Bookmark and Share

Notice: On April 23, 2014, Statalist moved from an email list to a forum, based at

[Date Prev][Date Next][Thread Prev][Thread Next][Date Index][Thread Index]

Re: st: Interaction terms

From   Maarten buis <>
To   "" <>
Subject   Re: st: Interaction terms
Date   Tue, 3 May 2011 14:59:28 +0100 (BST)

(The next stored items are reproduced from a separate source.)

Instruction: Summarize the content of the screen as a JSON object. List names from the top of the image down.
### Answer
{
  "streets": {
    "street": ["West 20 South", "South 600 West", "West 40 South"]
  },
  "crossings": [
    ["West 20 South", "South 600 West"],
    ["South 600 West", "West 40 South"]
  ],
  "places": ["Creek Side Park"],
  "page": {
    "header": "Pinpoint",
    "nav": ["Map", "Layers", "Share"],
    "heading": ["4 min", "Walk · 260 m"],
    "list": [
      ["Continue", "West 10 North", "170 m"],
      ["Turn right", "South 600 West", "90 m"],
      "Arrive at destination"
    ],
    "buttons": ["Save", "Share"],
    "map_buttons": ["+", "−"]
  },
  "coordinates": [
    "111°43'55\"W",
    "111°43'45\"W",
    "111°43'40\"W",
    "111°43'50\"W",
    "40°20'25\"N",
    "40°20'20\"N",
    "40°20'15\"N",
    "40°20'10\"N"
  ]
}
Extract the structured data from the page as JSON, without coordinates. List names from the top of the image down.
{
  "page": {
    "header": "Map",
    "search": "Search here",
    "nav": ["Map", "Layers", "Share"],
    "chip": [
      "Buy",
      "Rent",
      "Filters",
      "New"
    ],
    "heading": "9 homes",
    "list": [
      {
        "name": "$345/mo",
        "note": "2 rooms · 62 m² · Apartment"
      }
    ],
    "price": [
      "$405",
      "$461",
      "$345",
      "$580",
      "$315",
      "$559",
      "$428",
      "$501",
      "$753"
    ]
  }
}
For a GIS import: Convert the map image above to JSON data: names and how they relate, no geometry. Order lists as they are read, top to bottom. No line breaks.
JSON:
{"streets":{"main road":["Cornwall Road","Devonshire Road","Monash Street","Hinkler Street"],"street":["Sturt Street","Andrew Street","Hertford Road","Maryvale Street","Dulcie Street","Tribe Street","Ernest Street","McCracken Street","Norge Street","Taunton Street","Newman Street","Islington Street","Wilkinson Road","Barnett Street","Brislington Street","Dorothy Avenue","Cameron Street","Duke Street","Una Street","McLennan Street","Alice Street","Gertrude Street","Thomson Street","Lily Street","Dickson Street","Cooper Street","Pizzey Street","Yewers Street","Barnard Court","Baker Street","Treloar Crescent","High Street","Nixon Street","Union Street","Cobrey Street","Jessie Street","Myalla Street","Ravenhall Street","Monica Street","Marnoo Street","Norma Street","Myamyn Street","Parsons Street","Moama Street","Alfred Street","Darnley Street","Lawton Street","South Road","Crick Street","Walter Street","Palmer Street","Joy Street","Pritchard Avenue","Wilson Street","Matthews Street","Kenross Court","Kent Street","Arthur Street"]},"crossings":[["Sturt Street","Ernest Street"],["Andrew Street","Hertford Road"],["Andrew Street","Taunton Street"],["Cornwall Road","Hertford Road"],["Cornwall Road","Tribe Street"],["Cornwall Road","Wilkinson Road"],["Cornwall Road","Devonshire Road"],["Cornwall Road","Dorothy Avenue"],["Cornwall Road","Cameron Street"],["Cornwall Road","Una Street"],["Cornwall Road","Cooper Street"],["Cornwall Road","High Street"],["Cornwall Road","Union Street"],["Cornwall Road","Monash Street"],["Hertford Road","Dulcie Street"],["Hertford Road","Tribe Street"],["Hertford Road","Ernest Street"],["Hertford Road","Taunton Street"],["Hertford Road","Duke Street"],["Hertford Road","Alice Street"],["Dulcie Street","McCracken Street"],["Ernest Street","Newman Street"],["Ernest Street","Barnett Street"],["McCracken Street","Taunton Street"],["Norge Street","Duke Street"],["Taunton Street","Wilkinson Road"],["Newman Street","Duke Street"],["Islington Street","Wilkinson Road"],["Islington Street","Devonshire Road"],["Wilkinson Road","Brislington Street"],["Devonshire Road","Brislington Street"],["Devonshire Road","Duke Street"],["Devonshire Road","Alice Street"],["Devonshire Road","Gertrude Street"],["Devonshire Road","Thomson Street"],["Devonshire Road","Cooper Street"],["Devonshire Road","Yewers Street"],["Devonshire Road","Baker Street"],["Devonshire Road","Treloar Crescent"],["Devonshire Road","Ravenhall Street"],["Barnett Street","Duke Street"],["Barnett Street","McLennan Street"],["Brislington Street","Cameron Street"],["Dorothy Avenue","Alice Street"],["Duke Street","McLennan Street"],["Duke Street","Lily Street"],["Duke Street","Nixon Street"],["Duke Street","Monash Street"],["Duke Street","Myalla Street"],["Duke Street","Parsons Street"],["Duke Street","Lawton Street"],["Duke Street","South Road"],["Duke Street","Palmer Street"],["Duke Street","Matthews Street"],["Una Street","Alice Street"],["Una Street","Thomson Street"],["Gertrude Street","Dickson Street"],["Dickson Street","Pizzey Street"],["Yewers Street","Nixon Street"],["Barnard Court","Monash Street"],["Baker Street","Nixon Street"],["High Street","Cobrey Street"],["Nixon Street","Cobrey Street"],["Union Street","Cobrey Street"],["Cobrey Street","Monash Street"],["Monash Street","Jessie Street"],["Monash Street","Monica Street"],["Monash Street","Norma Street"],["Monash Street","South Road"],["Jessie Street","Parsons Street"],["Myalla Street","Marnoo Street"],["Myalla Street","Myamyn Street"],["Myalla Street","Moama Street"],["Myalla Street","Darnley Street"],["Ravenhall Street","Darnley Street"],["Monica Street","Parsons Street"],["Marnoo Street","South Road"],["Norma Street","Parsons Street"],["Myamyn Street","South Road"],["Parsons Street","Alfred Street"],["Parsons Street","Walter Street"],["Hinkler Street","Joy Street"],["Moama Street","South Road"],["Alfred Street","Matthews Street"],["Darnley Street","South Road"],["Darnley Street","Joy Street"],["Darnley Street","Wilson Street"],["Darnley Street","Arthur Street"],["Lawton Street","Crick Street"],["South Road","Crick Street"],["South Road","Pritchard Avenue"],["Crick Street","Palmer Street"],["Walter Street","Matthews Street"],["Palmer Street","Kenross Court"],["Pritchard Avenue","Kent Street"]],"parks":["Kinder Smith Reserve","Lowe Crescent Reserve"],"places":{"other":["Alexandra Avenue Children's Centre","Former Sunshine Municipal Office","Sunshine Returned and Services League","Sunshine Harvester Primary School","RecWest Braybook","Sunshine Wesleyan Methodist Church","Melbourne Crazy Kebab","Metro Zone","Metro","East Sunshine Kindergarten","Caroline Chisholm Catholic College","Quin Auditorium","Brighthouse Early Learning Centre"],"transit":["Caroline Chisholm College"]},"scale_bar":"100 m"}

On Tue, May 3, 2011 at 3:05 PM, lreine ycenna  wrote:
> (1) I'm running a regression, wanting to see the effect of overseas living
> experience (OV) on one's income (y) which is also determined by eudcation
> level (edu) and wealth.
> regress y ov edu wealth ovxedu ovxwealth.
> I also want to see the effect of overseas experience on y with a mixed
> variable:  edu and wealth.
> If I run regress y ov edu wealth eduxwealth ovxedu ovxwealth ovxeduxwealth,
> I might run into collinearity problems when I include more variables in the
> future.

There is no such thing as a (multi-)collinearity problem(*). Strong correlations
between explanatory variables will increase the standard error, but that is
exactly what should happen: strong correlation means it is hard to distinguish
one variable from the other which is necessary in order to separate the
effects of the two variables. So the increase in standard error is an
accurate representation of the amount of information available. If you think
you need the threeway interactions, than you should include them
regardless of what it does to your standard errors. In that case you will just
have to live with the fact that your test will have little statistical
power, i.e.
your are very unlikely to find a significant result. Remember that a non-
significant result implies an "absence of evidence" not "evidence of absence",
in other words a non-significant results means "we do not know" rather than
"the effect is 0". This is especially important with tests with little

> or can I run a separate regression such as regress y ov wealthxedu
> ovxwealthxedu? Which one is correct?

The only one who can answer that question is you: you are the researcher
so you decide what model is a correct representation of your theory.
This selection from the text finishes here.